—edit— Is there any additional information I can give to help solve this problem?
I’m trying to get up and running with a Sqlite and Entity Framework within a .NET WCF web service.
When I try to save anything to the database, I’m getting the error “attempt to write a readonly database”. Here’s the full error information:
System.Data.EntityException: An error
occurred while starting a transaction
on the provider connection. See the inner exception for details.—> System.Data.SQLite.SQLiteException:
Attempt to write a read-only databaseAttempt to write a readonly database
at
System.Data.SQLite.SQLite3.Reset(SQLiteStatement
stmt)
at [snip]………………………………………………..>
at System.Data.EntityClient.EntityConnection.BeginDbTransaction(IsolationLevel
isolationLevel) at
System.Data.Common.DbConnection.BeginTransaction()
at
System.Data.EntityClient.EntityConnection.BeginTransaction()
at
System.Data.Objects.ObjectContext.SaveChanges(Boolean
acceptChangesDuringSave) at
System.Data.Objects.ObjectContext.SaveChanges()
at …
Here’s my EF configuration inside Web.config (with line breaks for easier reading):
<connectionStrings>
<add
name="FooEntities"
connectionString="metadata=res://*/FooDataModel.csdl|
res://*/FooDataModel.ssdl|
res://*/FooDataModel.msl;
provider=System.Data.SQLite;
provider connection string='data source=C:\domains\myfoosite.com\wwwroot\FooService\Foo.sqlite'"

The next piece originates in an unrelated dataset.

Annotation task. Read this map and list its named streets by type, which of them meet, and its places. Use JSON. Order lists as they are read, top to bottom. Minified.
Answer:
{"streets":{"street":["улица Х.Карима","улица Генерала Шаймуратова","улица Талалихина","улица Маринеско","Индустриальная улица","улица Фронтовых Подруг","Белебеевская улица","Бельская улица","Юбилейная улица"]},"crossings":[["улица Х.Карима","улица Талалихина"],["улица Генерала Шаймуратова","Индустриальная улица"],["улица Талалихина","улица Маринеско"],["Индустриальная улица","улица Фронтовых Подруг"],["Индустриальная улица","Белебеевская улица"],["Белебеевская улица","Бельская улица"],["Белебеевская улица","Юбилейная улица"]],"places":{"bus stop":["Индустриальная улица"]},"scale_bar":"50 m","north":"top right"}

providerName="System.Data.EntityClient" />
<connectionStrings>
Why am I receiving this error? Why is the database read-only?
Some things I’ve tried:
-
Ensured the directory and file is
write-able by the web service. (I’ve
tried writing plain text files to the
same directory as a test.) -
I’ve added the ‘read only=False’ to
the connection string.
Turns out the problem was IIS security settings. I had to turn on script write access, and magically it started working.